- [RECORDS FOR THE TASK]
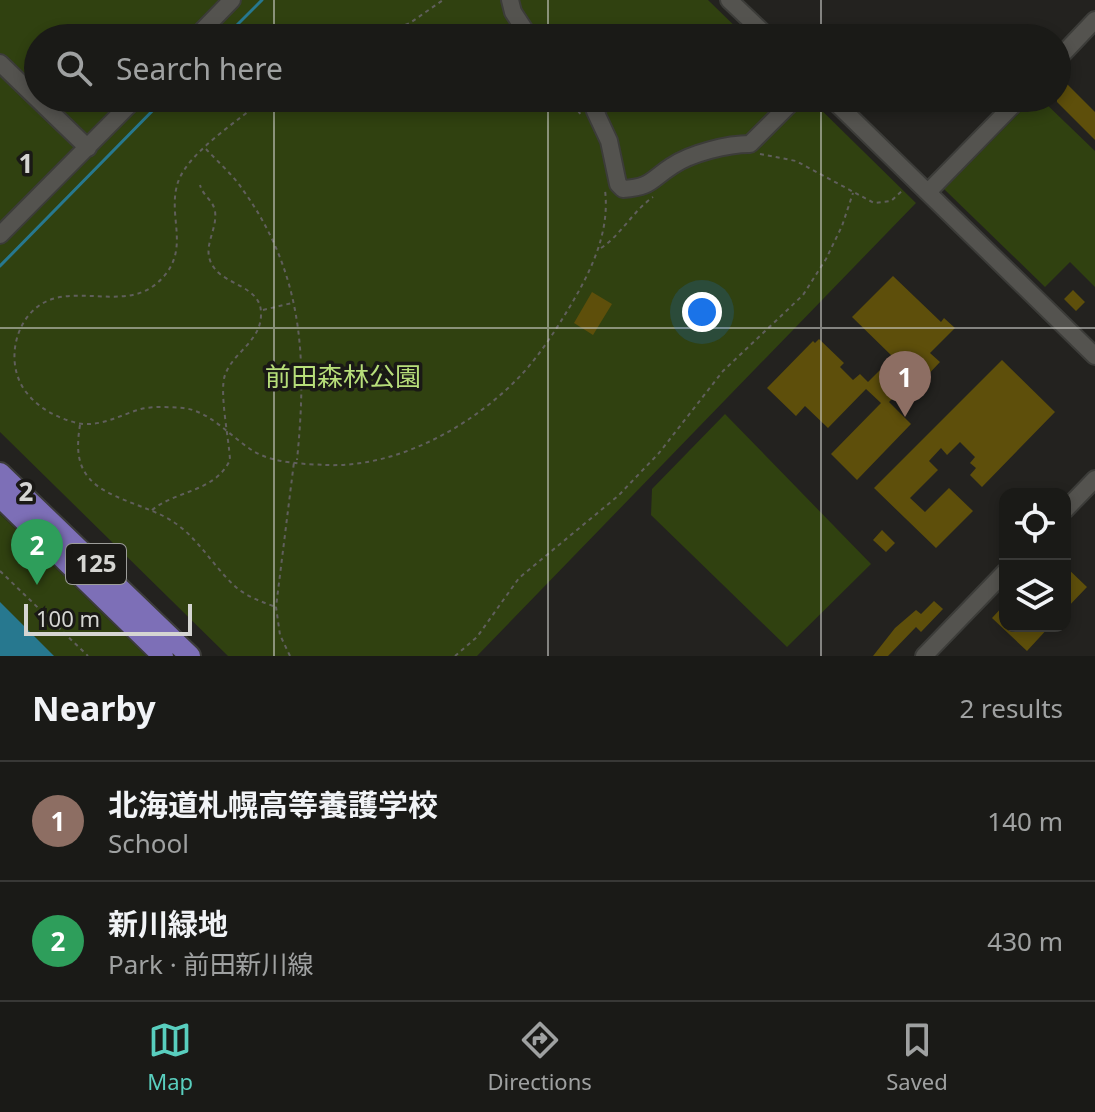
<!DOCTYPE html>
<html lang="en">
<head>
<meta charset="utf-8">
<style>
	body { margin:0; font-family:"Noto Sans","Noto Sans JP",sans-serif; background:#232320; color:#f1f3f6 }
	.controls { position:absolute; right:24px; bottom:24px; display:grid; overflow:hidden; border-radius:16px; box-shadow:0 4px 12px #0003 }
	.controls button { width:72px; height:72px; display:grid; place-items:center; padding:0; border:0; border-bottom:2px solid #383836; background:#1a1a17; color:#f1f3f6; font:40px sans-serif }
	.scale { position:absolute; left:24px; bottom:20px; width:168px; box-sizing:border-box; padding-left:8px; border:4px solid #d5d5d2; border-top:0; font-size:22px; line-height:28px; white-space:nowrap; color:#d5d5d2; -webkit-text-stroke:6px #1a1916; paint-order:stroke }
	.you { position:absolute; left:702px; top:312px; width:28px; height:28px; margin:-20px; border:6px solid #fff; border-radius:50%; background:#1a73e8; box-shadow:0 0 0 12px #1a73e833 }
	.badge { display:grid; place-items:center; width:52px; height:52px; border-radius:50%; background:#59cebe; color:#fff; font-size:26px; font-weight:700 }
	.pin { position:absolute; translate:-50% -66px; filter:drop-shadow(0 2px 4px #0008) }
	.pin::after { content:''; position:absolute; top:42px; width:28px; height:24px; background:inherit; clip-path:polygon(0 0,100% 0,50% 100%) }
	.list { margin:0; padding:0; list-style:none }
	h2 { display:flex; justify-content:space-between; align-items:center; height:104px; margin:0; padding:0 32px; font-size:34px }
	h2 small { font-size:26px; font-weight:400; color:#9fa1a1 }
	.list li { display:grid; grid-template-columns:52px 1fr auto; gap:24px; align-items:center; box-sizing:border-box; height:120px; padding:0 32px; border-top:2px solid #383836 }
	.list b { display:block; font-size:30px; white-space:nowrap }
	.list p { margin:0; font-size:26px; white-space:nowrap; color:#9fa1a1 }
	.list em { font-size:26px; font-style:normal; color:#9fa1a1 }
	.icon { flex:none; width:44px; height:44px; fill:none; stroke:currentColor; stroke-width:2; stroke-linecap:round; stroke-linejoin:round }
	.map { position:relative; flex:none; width:1095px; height:656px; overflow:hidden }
	.search { position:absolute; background:#1a1a17; box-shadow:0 4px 12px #0003; left:24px; right:24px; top:24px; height:88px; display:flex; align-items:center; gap:20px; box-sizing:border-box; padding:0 28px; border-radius:44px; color:#9fa1a1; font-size:30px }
	.sheet { height:344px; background:#1a1a17 }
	nav { display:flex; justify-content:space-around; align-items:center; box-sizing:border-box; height:112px; border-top:2px solid #383836; background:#1a1a17; font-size:22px; color:#9fa1a1 }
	nav a { display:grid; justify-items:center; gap:4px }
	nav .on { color:#59cebe }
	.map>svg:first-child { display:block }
	.green { fill:#304110 }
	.water { fill:#27788f }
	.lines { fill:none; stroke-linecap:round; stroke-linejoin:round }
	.stream { stroke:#27788f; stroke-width:3 }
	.building { fill:#5e4f0b }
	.minor-casing { stroke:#3c3c39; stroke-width:20 }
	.major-casing { stroke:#3c3c39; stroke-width:24 }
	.path { stroke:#605f5c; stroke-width:2; stroke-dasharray:4 4; stroke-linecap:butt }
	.minor { stroke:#54534f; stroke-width:16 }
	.major { stroke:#7d6fb7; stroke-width:20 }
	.grid { fill:none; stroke:#d5d5d2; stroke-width:2; stroke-opacity:0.55 }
	.labels { text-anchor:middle; stroke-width:7; stroke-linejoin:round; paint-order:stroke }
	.shield { fill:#1a1916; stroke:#9d9d9a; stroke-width:2 }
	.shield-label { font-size:24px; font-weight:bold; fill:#d5d5d2 }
	.park-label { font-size:26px; fill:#b7de7a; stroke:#1a1916 }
	.grid-label { font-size:26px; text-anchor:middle; font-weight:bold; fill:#d5d5d2; stroke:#1a1916; stroke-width:7; stroke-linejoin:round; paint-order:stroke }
</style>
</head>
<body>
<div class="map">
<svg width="1095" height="656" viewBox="0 0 1095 656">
	<rect width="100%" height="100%" fill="#23221f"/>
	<path class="green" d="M0,0H708L747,38H38V98H809L916,203L477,656H228L0,432Z
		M1034,98H1040L1095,151V287L1070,262L1045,287L944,189Z
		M725,414L871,564L787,647L651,515L652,489Z
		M0,514L146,656H0Z"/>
	<path class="water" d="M0,602L54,656H0Z"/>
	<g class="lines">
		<path class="stream" d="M224,38L262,0
			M0,266L165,98"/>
	</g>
	<path class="building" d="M1063,80L1095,112V140L1057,102V85Z
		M893,276L941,322L944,318L955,328L930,353L940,362L922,381L916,375L889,402L911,424L857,480L831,454L881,403L866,389L828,428L805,406L796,416L767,388L813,341L815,343L819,339L844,363L840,367L853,380L860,374L868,382L893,357L852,317Z
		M1073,290L1085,302L1076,311L1064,299Z
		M592,292L612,304L593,335L574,323Z
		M1002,360L1055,412L982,487L970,475L976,468L970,463L975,457L960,442L947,455L941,448L929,461L938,470L910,498L925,512L949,488L973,511L936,548L874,488Z
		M882,530L895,543L886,552L873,540Z
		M1065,566L1087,587L1065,610Z
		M934,601L943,609L921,632L916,627L888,656H873L895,628L916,610L921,614Z
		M1005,604V626H1050L1027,651L992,618Z"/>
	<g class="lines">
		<g class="minor-casing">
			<path id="minor" d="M510,0L513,12L530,38
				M729,0L769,38
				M195,38L232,0
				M1057,60L1095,20
				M0,63L88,148
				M607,98L595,111L609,141L618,184L623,189C652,187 650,180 672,166C691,153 728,144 750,144L796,98
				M831,98L1095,356
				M928,192L1020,98
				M0,235L136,98
				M1065,510L1095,479
				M924,656L1005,572"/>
		</g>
		<g class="major-casing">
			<path id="major" d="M0,473L190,656
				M0,497L163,656"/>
		</g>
		<path class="path" d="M109,35L112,38
			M327,38L382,34L410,23L443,0
			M265,98C240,120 189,151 178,182C166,218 194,252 156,284C128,307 89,290 56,298C17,307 2,361 26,392C38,408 57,418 77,423C99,428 120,415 141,409C154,406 169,407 183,408C211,411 231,438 255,452C274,463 304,464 326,465C398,468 475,425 523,373C542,352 557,328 572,303C592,269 610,231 605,190
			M568,98L582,116
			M206,149C218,162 233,175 243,190C304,275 307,360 297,460
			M760,154L796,161L874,203L891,201L903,190
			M601,248C620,236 633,211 653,197
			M263,310L292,303
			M80,425C77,444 76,463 89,478C105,498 149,506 172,521C199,538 213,567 237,588C248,597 262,602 276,607
			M152,510C177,490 215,492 230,460C229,439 219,392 225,375C233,352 262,341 261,313C261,287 227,285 215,269C199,249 218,232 215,211C213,200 203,196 200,185
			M0,571L88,656
			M290,656L280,635L276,607L294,462
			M455,656L477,637L519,578L618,496L659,453L723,371L803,295L826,259L842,226L853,193"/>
		<use href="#minor" class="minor"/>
		<use href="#major" class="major"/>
	</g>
	<path class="grid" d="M274,0V38M548,0V38M821,0V38M274,98V656M548,98V656M821,98V656M0,328H1095"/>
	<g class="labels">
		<rect class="shield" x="66" y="544" width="60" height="40" rx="6"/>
		<g class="shield-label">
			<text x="96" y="572">125</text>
		</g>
		<g class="park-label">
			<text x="343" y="386">前田森林公園</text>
		</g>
	</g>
	<g class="grid-label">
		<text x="26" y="173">1</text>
		<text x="26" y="501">2</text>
	</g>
</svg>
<div class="controls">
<button><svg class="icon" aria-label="locate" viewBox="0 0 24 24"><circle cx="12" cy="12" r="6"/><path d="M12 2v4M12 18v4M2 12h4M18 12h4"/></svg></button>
<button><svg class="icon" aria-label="layers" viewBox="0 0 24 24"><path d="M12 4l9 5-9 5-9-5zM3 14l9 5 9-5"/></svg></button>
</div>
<div class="scale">100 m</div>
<div class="you"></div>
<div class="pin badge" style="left:905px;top:417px;background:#8d6e63">1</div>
<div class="pin badge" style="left:37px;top:585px;background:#2e9e5b">2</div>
<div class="search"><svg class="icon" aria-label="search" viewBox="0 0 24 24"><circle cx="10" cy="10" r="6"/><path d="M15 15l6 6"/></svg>Search here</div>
</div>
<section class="sheet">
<h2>Nearby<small>2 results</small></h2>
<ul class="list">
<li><span class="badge" style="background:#8d6e63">1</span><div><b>北海道札幌高等養護学校</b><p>School</p></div><em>140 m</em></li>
<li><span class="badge" style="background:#2e9e5b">2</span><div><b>新川緑地</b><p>Park · 前田新川線</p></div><em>430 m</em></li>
</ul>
</section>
<nav>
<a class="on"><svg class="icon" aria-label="map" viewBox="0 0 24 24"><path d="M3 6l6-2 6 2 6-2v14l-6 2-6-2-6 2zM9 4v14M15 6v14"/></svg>Map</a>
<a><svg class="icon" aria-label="directions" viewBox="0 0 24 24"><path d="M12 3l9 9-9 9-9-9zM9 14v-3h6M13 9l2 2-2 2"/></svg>Directions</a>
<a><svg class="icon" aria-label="saved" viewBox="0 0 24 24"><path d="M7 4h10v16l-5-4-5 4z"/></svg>Saved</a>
</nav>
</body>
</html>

- [WHAT TO PRODUCE] Would you restate, word for word and with no pictures, only the lines from the opening of the material through the line with "position:absolute; right:24px; bottom:24px;", both included?

- [RESPONSE BELOW]
<!DOCTYPE html>
<html lang="en">
<head>
<meta charset="utf-8">
<style>
	body { margin:0; font-family:"Noto Sans","Noto Sans JP",sans-serif; background:#232320; color:#f1f3f6 }
	.controls { position:absolute; right:24px; bottom:24px; display:grid; overflow:hidden; border-radius:16px; box-shadow:0 4px 12px #0003 }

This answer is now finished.